If you enjoyed this interview, be sure to visit his new blog for more information and tips.


David Brown said...

Glad to see Milton Stokes is familiar with Jeff Volek's work.

Kristy said...

It is great to see a dietitian publicly acknowledge the potential benefits of “low” (or reduced) carbohydrate eating plans. I think the dietetic profession has done an enormous disservice to itself by ignoring the benefits that these plans can have for *some* people and simply toting the party line of “eat more whole grains”. Whole or not, eating plans with a typical distribution of 50-60% carbohydrate are not for everyone. Dietitians as a profession have simply ignored (or dismissed) the ever-emerging body of scientific evidence demonstrating the effectiveness of reducing carbohydrates for weight loss and in improving blood lipids and blood glucose levels. It is a shame because they are supposed to be health professionals whose practice is based on scientific evidence. Just because you don't like what the evidence is showing you doesn't mean you should pretend it does not exist. That is neither professional nor helpful to clients.
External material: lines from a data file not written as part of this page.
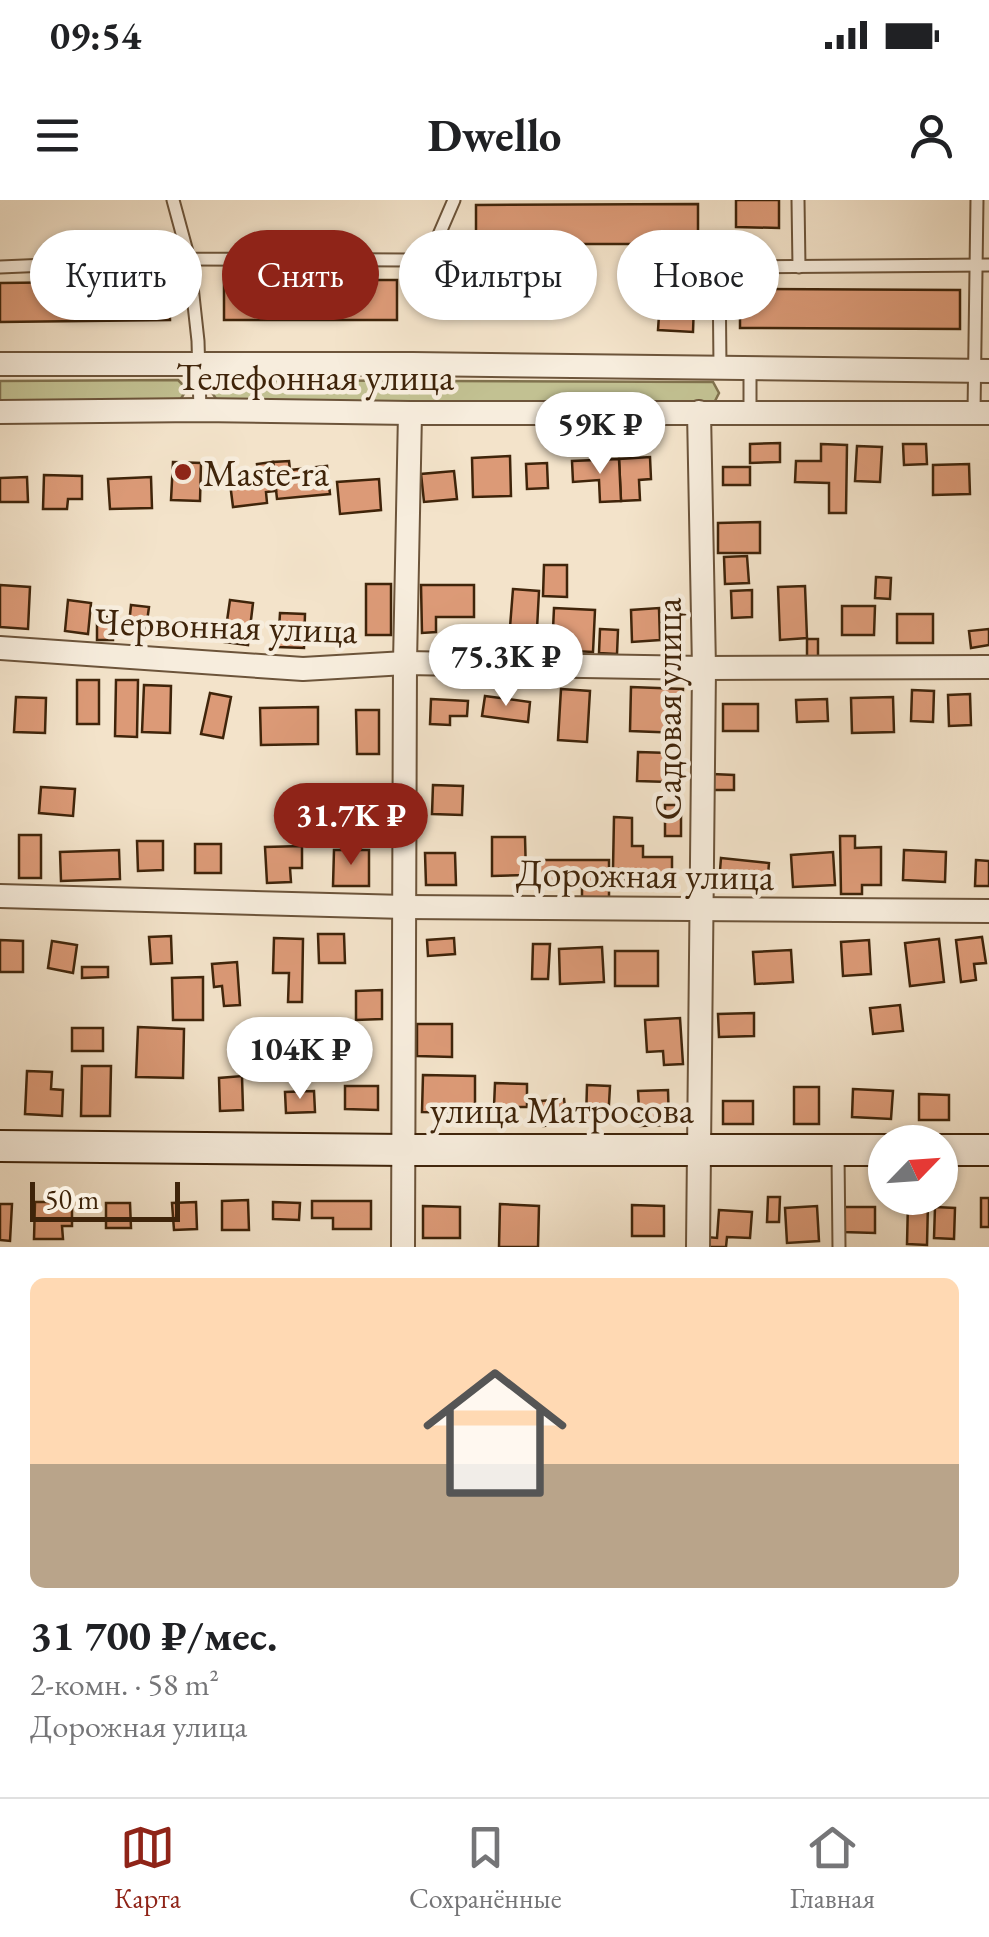 <!DOCTYPE html>
<html lang="ru">
<head>
<meta charset="utf-8">
<style>
	:root { --surface:#fff; --page:#f6f6f6; --text:#202124; --muted:#757577; --line:#e0e0e0; --accent:#8f2418 }
	body { margin:0; font-family:"EB Garamond",serif; background:var(--page); color:var(--text); height:100vh; display:flex; flex-direction:column; font-size:38px; white-space:nowrap }
	* { box-sizing:border-box; margin:0 }
	p { font-size:32px; color:var(--muted) }
	.icon { flex:none; width:55px; height:55px; fill:none; stroke:currentColor; stroke-width:2; stroke-linecap:round; stroke-linejoin:round }
	.map { position:relative; height:1047px; overflow:hidden }
	.panel { display:flex; flex-direction:column; background:var(--surface); flex:1 }
	.panel>* { flex:none }
	.hud { position:absolute; left:30px; top:30px; width:930px; height:90px; display:flex; gap:20px }
	.needle { width:65px; rotate:65deg }
	.buttons { position:absolute; left:868px; top:925px; display:grid; gap:20px }
	.buttons a { display:grid; place-items:center; width:90px; height:90px; border-radius:50%; background:var(--surface); box-shadow:0 2px 8px #0004; font-size:50px }
	.scale { position:absolute; left:30px; bottom:25px; width:150px; box-sizing:border-box; padding-left:10px; border:5px solid #3f240a; border-top:0; font-size:28px; line-height:35px; white-space:nowrap; color:#3f240a; -webkit-text-stroke:8px #f7eddd; paint-order:stroke }
	.price { position:absolute; translate:-50% -85px; padding:0 22px; border-radius:35px; background:#fff; color:#222; font-size:32px; line-height:65px; filter:drop-shadow(0 2px 5px #0008) }
	.price::after { content:''; position:absolute; left:50%; top:60px; width:30px; height:22px; margin-left:-15px; background:inherit; clip-path:polygon(0 0,100% 0,50% 100%) }
	.price.on { background:var(--accent); color:#fff }
	ul { padding:0; list-style:none }
	li { display:grid; align-content:center; gap:20px; height:530px; padding:0 30px }
	li+li { border-top:2px solid var(--line) }
	li span { display:grid; place-items:center; height:310px; border-radius:15px; color:#555 }
	li>.icon { margin-inline-start:auto }
	span .icon { width:180px; height:180px; fill:#fffc; stroke-width:1 }
	li b { font-size:42px }
	.pill { padding:0 35px; border-radius:45px; background:var(--surface); box-shadow:0 2px 8px #0004; font-size:35px; line-height:90px }
	.pill.on { background:var(--accent); color:#fff }
	.status { display:flex; justify-content:space-between; align-items:center; height:70px; padding:0 50px; background:var(--surface); direction:ltr }
	.status svg { height:28px; fill:currentColor }
	header { display:flex; justify-content:space-between; align-items:center; height:130px; padding:0 30px; background:var(--surface); font-size:45px; font-weight:700 }
	.tab-bar { display:flex; justify-content:space-around; align-items:center; height:140px; border-top:2px solid var(--line); background:var(--surface); font-size:28px; color:var(--muted) }
	.tab-bar a { display:grid; justify-items:center; gap:5px }
	.tab-bar .on { color:var(--accent) }
	.map>svg:first-child { display:block }
</style>
</head>
<body>
<div class="status"><b>09:54</b><svg viewBox="0 0 49 12"><path d="M0 12V9h3v3zM5 12V6h3v6zM10 12V3h3v9zM15 12V0h3v12zM26 1h20v11H26zM47 4h2v5h-2z"/></svg></div>
<header><svg class="icon" aria-label="menu" viewBox="0 0 24 24"><path d="M4 6h16M4 12h16M4 18h16"/></svg>Dwello<svg class="icon" aria-label="person" viewBox="0 0 24 24"><circle cx="12" cy="8" r="4"/><path d="M4 21q1-7 8-7t8 7"/></svg></header>
<div class="map">
<svg width="989" height="1047" viewBox="0 0 989 1047">
	<rect width="100%" height="100%" fill="#f3e3ca"/>
	<filter id="stains"><feTurbulence type="fractalNoise" baseFrequency=".002" numOctaves="4"/><feColorMatrix values="0 0 0 0 .2 0 0 0 0 .09 0 0 0 0 .02 0 0 0 .5 -.17"/></filter>
	<radialGradient id="worn" r=".72"><stop offset=".6" stop-color="#630" stop-opacity="0"/><stop offset="1" stop-color="#630" stop-opacity=".3"/></radialGradient>
	<g fill="#c2c192" stroke="#80724e" stroke-width="2.5">
		<path d="M178,180L183,185L185,192L179,202H0V181Z"/>
		<path d="M218,180L713,182L719,193L714,203L218,202L211,191L212,185Z"/>
	</g>
	<g fill="#dc9a77" stroke="#3f240a" stroke-width="2.5">
		<path d="M736,0H779V28L736,27Z"/>
		<path d="M698,4V44H476V5Z"/>
		<rect x="224" y="80" width="173" height="40"/>
		<path d="M169,81L170,120L0,122V83Z"/>
		<path d="M740,89L960,90V129L740,128Z"/>
		<path d="M660,100L694,103L693,132L658,130Z"/>
		<path d="M780,243V262L750,263V244Z"/>
		<path d="M821,244L847,245L846,313H829V283L795,282L796,261H821Z"/>
		<path d="M903,244H926L927,264L904,265Z"/>
		<path d="M857,246L882,247L880,282L855,281Z"/>
		<path d="M510,256L511,296L473,297L472,258Z"/>
		<path d="M650,257L651,279L639,280L640,300L621,301L619,259Z"/>
		<path d="M619,259L621,301L600,302L599,280L573,282L572,261Z"/>
		<path d="M289,261L290,270L327,266L330,294L277,299L273,262Z"/>
		<path d="M173,262L201,263L200,301L171,300Z"/>
		<path d="M273,262L276,291L266,292L267,303L233,307L229,275L258,272L257,264Z"/>
		<path d="M547,263L548,288L527,289L526,264Z"/>
		<path d="M969,264L970,294L933,295V265Z"/>
		<rect x="723" y="267" width="27" height="18"/>
		<path d="M454,271L457,299L424,302L421,274Z"/>
		<path d="M44,275L82,276V299H68L67,309H43Z"/>
		<path d="M27,277L28,302H0V278Z"/>
		<path d="M151,277L152,308L110,309L108,279Z"/>
		<path d="M379,279L381,310L340,314L337,282Z"/>
		<path d="M760,322V353H718V323Z"/>
		<path d="M747,356L749,383L725,384L724,357Z"/>
		<path d="M544,365H567V397L543,396Z"/>
		<path d="M876,377L891,378L890,399L875,398Z"/>
		<rect x="366" y="384" width="25" height="51"/>
		<path d="M0,385L30,387L28,429L0,427Z"/>
		<path d="M421,385H474V417H436V432L422,433Z"/>
		<path d="M805,386L807,438L780,440L778,387Z"/>
		<path d="M513,389L539,391L537,429L510,427Z"/>
		<path d="M752,390V417L732,418L731,391Z"/>
		<path d="M68,400L91,403L88,434L65,431Z"/>
		<path d="M230,400L253,403L248,445L224,442Z"/>
		<path d="M131,405L149,407L145,436L128,434Z"/>
		<path d="M842,406H875L874,435H842Z"/>
		<path d="M554,408L595,410L593,452L552,450Z"/>
		<path d="M659,408L660,440L632,442L631,410Z"/>
		<path d="M280,413L305,414L304,448L278,447Z"/>
		<rect x="897" y="414" width="36" height="29"/>
		<rect x="97" y="417" width="16" height="23"/>
		<path d="M600,429L618,430L617,454L599,453Z"/>
		<path d="M989,429V445L971,448L969,431Z"/>
		<rect x="807" y="439" width="11" height="20"/>
		<rect x="77" y="480" width="22" height="44"/>
		<path d="M116,480H138L137,537L115,536Z"/>
		<path d="M144,485L171,486L170,533L142,532Z"/>
		<path d="M631,487L683,489L681,533L630,531Z"/>
		<path d="M561,489L590,491L587,542L558,540Z"/>
		<path d="M912,490L934,491L933,522L911,521Z"/>
		<path d="M210,493L231,497L223,538L201,534Z"/>
		<path d="M970,494L971,525L949,526L948,495Z"/>
		<path d="M485,496L530,502L528,522L482,516Z"/>
		<path d="M16,497L46,498L45,533L14,532Z"/>
		<path d="M893,497L894,532L852,533L851,498Z"/>
		<path d="M431,499L468,501L467,516H450V525L430,524Z"/>
		<path d="M827,499L828,521L797,522L796,500Z"/>
		<rect x="723" y="504" width="35" height="27"/>
		<path d="M318,507V544L261,545L260,508Z"/>
		<path d="M356,510H379V554H357Z"/>
		<path d="M638,552L669,553V582L637,581Z"/>
		<path d="M712,574L734,575V590H712Z"/>
		<path d="M433,585L463,586L462,615L432,614Z"/>
		<path d="M41,587L75,589L73,616L39,613Z"/>
		<rect x="665" y="605" width="16" height="31"/>
		<path d="M614,617L632,618V646H643V657H672V685H624V669H613Z"/>
		<rect x="19" y="635" width="22" height="43"/>
		<path d="M840,636H855V648L881,647V685H862V694H841Z"/>
		<path d="M492,637H525L526,675L492,676Z"/>
		<path d="M137,641H163V670L138,671Z"/>
		<rect x="195" y="644" width="26" height="29"/>
		<path d="M302,646V668H290L291,682L267,683L265,647Z"/>
		<path d="M119,650L120,679L61,681L60,652Z"/>
		<path d="M334,650H369V686H333Z"/>
		<path d="M904,650L946,652L945,682L903,680Z"/>
		<path d="M833,652L835,685L793,687L791,655Z"/>
		<path d="M425,653H455L456,685H426Z"/>
		<path d="M721,658L769,663L767,687L719,683Z"/>
		<path d="M538,660H609V699H582V686H538Z"/>
		<path d="M976,660L989,661V686H975Z"/>
		<path d="M318,734H344L345,763H319Z"/>
		<path d="M171,736L172,763L151,764L149,737Z"/>
		<path d="M982,737L986,763L974,764L976,780L961,782L956,740Z"/>
		<path d="M274,738L303,739L302,802H288L289,773H273Z"/>
		<path d="M454,738L455,754L428,756L427,740Z"/>
		<path d="M939,739L944,782L910,786L905,743Z"/>
		<path d="M0,740L23,741V772H0Z"/>
		<path d="M869,740L871,774L843,776L841,742Z"/>
		<path d="M52,741L77,745L73,773L48,768Z"/>
		<path d="M533,744H550L548,779H532Z"/>
		<path d="M602,747L604,782L560,784L559,749Z"/>
		<path d="M791,750L793,782L755,784L753,752Z"/>
		<rect x="615" y="751" width="43" height="35"/>
		<path d="M237,762L240,805L224,806L222,786L214,787L212,764Z"/>
		<path d="M82,767H108V777L82,778Z"/>
		<path d="M203,777V820H173L172,778Z"/>
		<path d="M382,790V819L356,820V791Z"/>
		<path d="M900,805L903,831L873,834L870,808Z"/>
		<path d="M754,813V836L719,837L718,814Z"/>
		<path d="M680,818L683,864L664,865L663,851L647,852L645,820Z"/>
		<path d="M417,824H452V857L417,856Z"/>
		<path d="M138,827L184,829L183,878L136,877Z"/>
		<rect x="72" y="828" width="31" height="23"/>
		<path d="M82,866H111L110,916H81Z"/>
		<path d="M27,871L52,872L51,889L63,890L62,916L25,914Z"/>
		<path d="M423,875L475,876V913L422,912Z"/>
		<path d="M242,876L243,910L220,911L219,878Z"/>
		<path d="M495,883L527,884V907H494Z"/>
		<path d="M587,885L610,886L608,921L586,920Z"/>
		<path d="M345,886H378V910L345,909Z"/>
		<rect x="794" y="887" width="25" height="37"/>
		<path d="M853,889L893,891L891,919L852,917Z"/>
		<path d="M668,890L669,925L640,926L638,891Z"/>
		<path d="M314,891L315,912L286,913L285,892Z"/>
		<path d="M919,894L949,895V920H919Z"/>
		<path d="M564,899L567,923L543,926L541,901Z"/>
		<rect x="723" y="901" width="30" height="23"/>
		<path d="M768,997H780L779,1022H767Z"/>
		<rect x="981" y="998" width="8" height="29"/>
		<path d="M248,1000L249,1030H222V1001Z"/>
		<path d="M312,1001H371V1029H333V1018H312Z"/>
		<path d="M35,1002H72V1026H62L63,1039H34Z"/>
		<path d="M196,1002L197,1029L174,1030L172,1003Z"/>
		<path d="M273,1002L300,1003L299,1020L273,1019Z"/>
		<path d="M908,1002L928,1003L927,1045L907,1044Z"/>
		<path d="M106,1003H130L131,1028H106Z"/>
		<path d="M0,1004H12L10,1041L0,1040Z"/>
		<path d="M500,1004L539,1006L538,1047H499Z"/>
		<path d="M632,1005L664,1006V1036H632Z"/>
		<path d="M423,1006L460,1007V1038H423Z"/>
		<path d="M817,1006L819,1041L787,1043L785,1008Z"/>
		<path d="M843,1007H875V1033L843,1032Z"/>
		<path d="M935,1007L955,1008L954,1039L934,1038Z"/>
		<path d="M719,1010L752,1012L750,1038L727,1037L726,1047H706L707,1037L717,1038Z"/>
	</g>
	<g fill="none" stroke-linecap="round" stroke-linejoin="round">
		<defs>
			<g id="lane">
				<path d="M173,0L189,59L407,60L425,57L435,44L454,0"/>
				<path d="M798,0L799,67"/>
				<path d="M0,67L189,59L198,141L200,210"/>
				<path d="M720,167L719,67L989,65"/>
				<path d="M750,168V212"/>
				<path d="M974,212L977,0"/>
				<path d="M838,954L839,1047"/>
			</g>
			<g id="street">
				<path d="M0,164H413L989,171"/>
				<path d="M0,212L200,210L410,213H989"/>
				<path d="M0,448L303,469L405,463L704,468L989,467"/>
				<path d="M0,696L405,707L989,711"/>
				<path d="M403,1047L405,463L410,213"/>
				<path d="M698,1047L704,468L699,212"/>
			</g>
			<g id="secondary">
				<path d="M0,946L405,950H885"/>
				<path d="M940,950H989"/>
			</g>
		</defs>
		<use href="#lane" stroke="#6c543a" stroke-width="15"/>
		<use href="#street" stroke="#6c543a" stroke-width="26"/>
		<use href="#secondary" stroke="#3f240a" stroke-width="34"/>
		<use href="#lane" stroke="#f7eddd" stroke-width="11"/>
		<use href="#street" stroke="#f7eddd" stroke-width="22"/>
		<use href="#secondary" stroke="#f7eddd" stroke-width="30"/>
	</g>
	<circle fill="#8f2418" stroke="#f7eddd" stroke-width="4" cx="183" cy="272" r="10"/>
	<g text-anchor="middle" dominant-baseline="central" stroke-width="9" stroke-linejoin="round" paint-order="stroke">
		<g font-size="38" fill="#3f240a" stroke="#f7eddd">
			<text x="315" y="176">Телефонная улица</text>
			<text transform="translate(226 425) rotate(2)">Червонная улица</text>
			<text transform="translate(667 509) rotate(-90)">Садовая улица</text>
			<text transform="translate(645 674) rotate(1)">Дорожная улица</text>
			<text x="562" y="909">улица Матросова</text>
		</g>
		<g font-size="38" fill="#3f240a" stroke="#f7eddd" text-anchor="start">
			<text x="203" y="272">Maste-ra</text>
		</g>
	</g>
	<rect width="100%" height="100%" filter="url(#stains)"/>
	<rect width="100%" height="100%" fill="url(#worn)"/>
</svg>
<div class="buttons">
<a><svg class="needle" viewBox="-14 -14 28 28"><path d="M0-13l5 13h-10z" fill="#e53935"/><path d="M0 13l5-13h-10z" fill="#757577"/></svg></a>
</div>
<div class="scale">50 m</div>
<b class="price" style="left:600px;top:277px">59K ₽</b>
<b class="price" style="left:506px;top:509px">75.3K ₽</b>
<b class="price on" style="left:351px;top:668px">31.7K ₽</b>
<b class="price" style="left:300px;top:902px">104K ₽</b>
<div class="hud">
<a class="pill">Купить</a>
<a class="pill on">Снять</a>
<a class="pill">Фильтры</a>
<a class="pill">Новое</a>
</div>
</div>
<section class="panel">
<ul>
<li><span style="background:linear-gradient(#ffd9b3 60%,#b9a48a 0)"><svg class="icon" aria-label="home" viewBox="0 0 24 24"><path d="M3 11l9-7 9 7M6 9v11h12V9"/></svg></span><div><b>31 700 ₽/мес.</b><p>2-комн. · 58 m²</p><p>Дорожная улица</p></div></li>
</ul>
</section>
<nav class="tab-bar">
<a class="on"><svg class="icon" aria-label="map" viewBox="0 0 24 24"><path d="M3 6l6-2 6 2 6-2v14l-6 2-6-2-6 2zM9 4v14M15 6v14"/></svg>Карта</a>
<a><svg class="icon" aria-label="saved" viewBox="0 0 24 24"><path d="M7 4h10v16l-5-4-5 4z"/></svg>Сохранённые</a>
<a><svg class="icon" aria-label="home" viewBox="0 0 24 24"><path d="M3 11l9-7 9 7M6 9v11h12V9"/></svg>Главная</a>
</nav>
</body>
</html>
D. Milton Stokes, MPH, RD, CDN said...

Dr. Volek is a dietitian and an accomplished author. You'll frequently see his work in Men's Health magazine. I suggest reviewing his findings because it only helps to see what other experts discover via the scientific process, regardless of how it supports--or doesn't--the mainstream viewpoint.

Re: Kristy's comment...
I am curious to know if Kristy is a health professional and/or a dietitian?

Many dietitians, and health professionals for that matter, support position statements of professional associations, such as the American Heart Association and the American Dietetic Association.